Amrita Sher-Gil and her self portrait
One of the most promising Indian artists of the pre-colonial era; youngest ever and the only Asian to be elected as Associate of the Grand Salon in Paris, Amrita Sher-Gil was a renowned Indian painter. She was one of the most charismatic and promising Indian artists of the pre-colonial era. Most of her paintings reflect vividly her love for the country and more importantly her response to the life of its people.

Sometimes known as India’s Frida Kahlo, Amrita Sher-Gil was born on 30 January, 1913 in Budapest, Hungary, to Umrao Singh Sher-Gil Majithia, a Sikh aristocrat and a scholar in Sanskrit and Persian, and Marie Antoniette Gottesmann, a Hungarian-Jewish opera singer. Her mother came to India as a companion of Princess Bamba Sutherland the granddaughter of Maharaja Ranjit Singh. Amrita was the elder of two daughters born. She spent most of early childhood in Budapest. She was the niece of Indologist Ervin Baktay who guided her by critiquing her work and gave her an academic foundation to grow on. He also instructed her to use servants as models.
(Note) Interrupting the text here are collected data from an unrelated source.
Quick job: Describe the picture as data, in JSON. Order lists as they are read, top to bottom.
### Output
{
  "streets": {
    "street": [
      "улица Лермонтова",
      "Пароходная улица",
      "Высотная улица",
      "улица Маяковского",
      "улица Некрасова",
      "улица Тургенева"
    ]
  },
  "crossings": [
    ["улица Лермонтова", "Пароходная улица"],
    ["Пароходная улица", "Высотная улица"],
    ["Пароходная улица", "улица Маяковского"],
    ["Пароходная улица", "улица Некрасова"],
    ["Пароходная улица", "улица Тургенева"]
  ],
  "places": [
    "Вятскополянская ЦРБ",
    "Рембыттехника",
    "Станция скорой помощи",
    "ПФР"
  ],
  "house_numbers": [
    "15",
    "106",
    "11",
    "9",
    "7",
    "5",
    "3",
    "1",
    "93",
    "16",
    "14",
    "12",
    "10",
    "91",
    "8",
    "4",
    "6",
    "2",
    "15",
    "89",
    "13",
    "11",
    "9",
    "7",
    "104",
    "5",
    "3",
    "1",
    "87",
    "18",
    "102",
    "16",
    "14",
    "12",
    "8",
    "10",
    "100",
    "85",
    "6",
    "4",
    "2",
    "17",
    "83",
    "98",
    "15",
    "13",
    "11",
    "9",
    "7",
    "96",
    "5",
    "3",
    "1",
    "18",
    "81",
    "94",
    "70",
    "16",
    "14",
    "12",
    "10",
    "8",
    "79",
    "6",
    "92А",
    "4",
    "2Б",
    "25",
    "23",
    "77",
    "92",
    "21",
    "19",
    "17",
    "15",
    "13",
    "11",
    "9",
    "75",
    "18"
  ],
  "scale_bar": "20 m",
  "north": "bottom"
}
The memories of these models would eventually lead to her return to India. In 1921, her family moved to Summer Hill, Shimla in India, and soon began learning piano and violin, and by age nine she along with her younger sister, Indira, were giving concerts and acting in plays at Shimla’s Gaiety Theatre at Mall Road, Shimla. Though she was already painting since the age of five she formally started learning painting at age eight. In 1923, Marie came to know an Italian sculptor, who was living at Shimla at the time. In 1924, when he returned to Italy, she too moved there along with Amrita and got her enrolled at Santa Annunziata, an art school at Florence. Though Amrita didn’t stay at this school for long, and returned to India in 1924, it was here that she was exposed to works of Italian masters.

At sixteen, Amrita sailed to Europe with her mother to train as a painter at Paris, first at the Grande Chaumiere under Pierre Vaillant and Lucien Simon and later at École des Beaux-Arts (1930–34). She drew inspiration from European painters such as Paul Cézanne and Paul Gauguin while coming under the influence of her teacher Lucien Simon and the company of artist friends and lovers like Boris Tazlitsky. Her early paintings display a significant influence of the Western modes of painting, especially as practiced in the Bohemian circles of Paris in the early 1930s. In 1932, she made her first important work, ‘Young Girls’, which led to her election as an Associate of the Grand Salon in Paris in 1933, making her the youngest ever and the only Asian to have received this recognition.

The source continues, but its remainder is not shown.